What you will do ▸
In the records below, which lines include "Parrish"? Copy them.
### Dataset excerpts ###
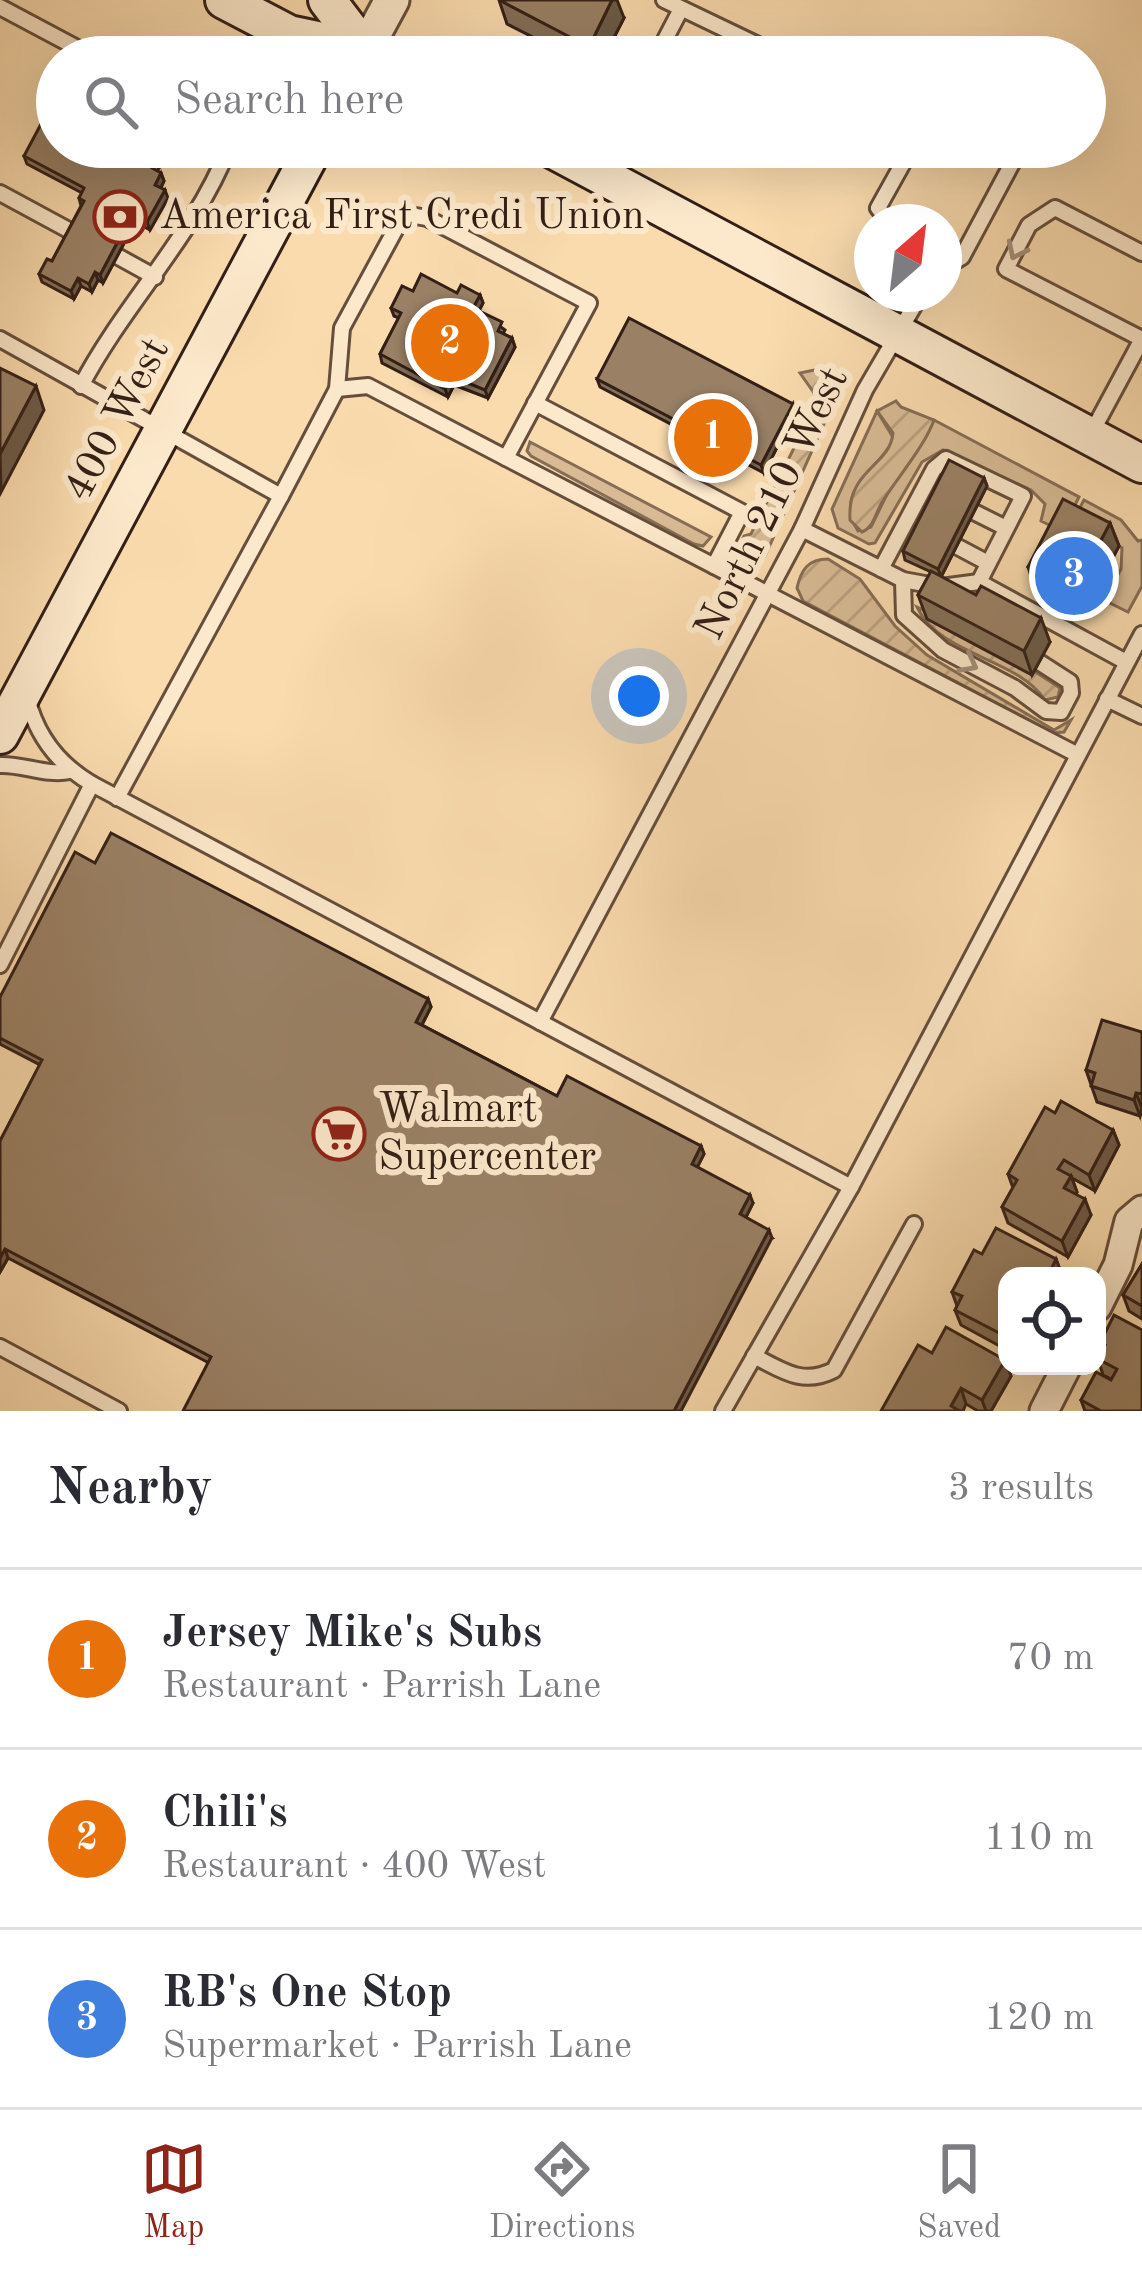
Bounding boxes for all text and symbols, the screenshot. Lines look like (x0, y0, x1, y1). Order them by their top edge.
search box (36, 36, 1106, 168)
icon: search (78, 69, 144, 135)
text: Search here (174, 79, 404, 124)
bank icon: America First Credi Union (92, 189, 148, 245)
place label: America First Credi Union (159, 196, 645, 238)
north arrow (854, 204, 962, 312)
one-way arrow (1007, 239, 1030, 260)
pin: 2 (411, 298, 489, 388)
street label: 400 West (58, 332, 178, 508)
street label: North 210 West (685, 359, 861, 649)
pin: 1 (674, 393, 752, 483)
pin: 3 (1035, 531, 1113, 621)
one-way arrow (957, 650, 978, 673)
your location (609, 666, 669, 726)
place label: Walmart Supercenter (378, 1089, 596, 1179)
supermarket icon: Walmart Supercenter (311, 1106, 367, 1162)
map controls (998, 1267, 1106, 1375)
button: locate (998, 1267, 1106, 1375)
text: Nearby (48, 1464, 213, 1515)
text: 3 results (948, 1469, 1094, 1508)
text: Jersey Mike's Subs (162, 1612, 542, 1657)
text: 1 (76, 1639, 98, 1678)
text: 70 m (1007, 1639, 1094, 1678)
text: Restaurant · Parrish Lane (162, 1667, 601, 1706)
text: Chili's (162, 1792, 288, 1837)
text: 2 (76, 1819, 98, 1858)
text: 110 m (984, 1819, 1094, 1858)
text: Restaurant · 400 West (162, 1847, 546, 1886)
text: RB's One Stop (162, 1972, 452, 2017)
text: 3 (76, 1999, 98, 2038)
text: 120 m (984, 1999, 1094, 2038)
text: Supermarket · Parrish Lane (162, 2027, 632, 2066)
tab: Map (141, 2136, 207, 2249)
tab: Directions (489, 2136, 635, 2249)
tab: Saved (917, 2136, 1001, 2249)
###
Exercise response ▸
text: Restaurant · Parrish Lane (162, 1667, 601, 1706)
text: Supermarket · Parrish Lane (162, 2027, 632, 2066)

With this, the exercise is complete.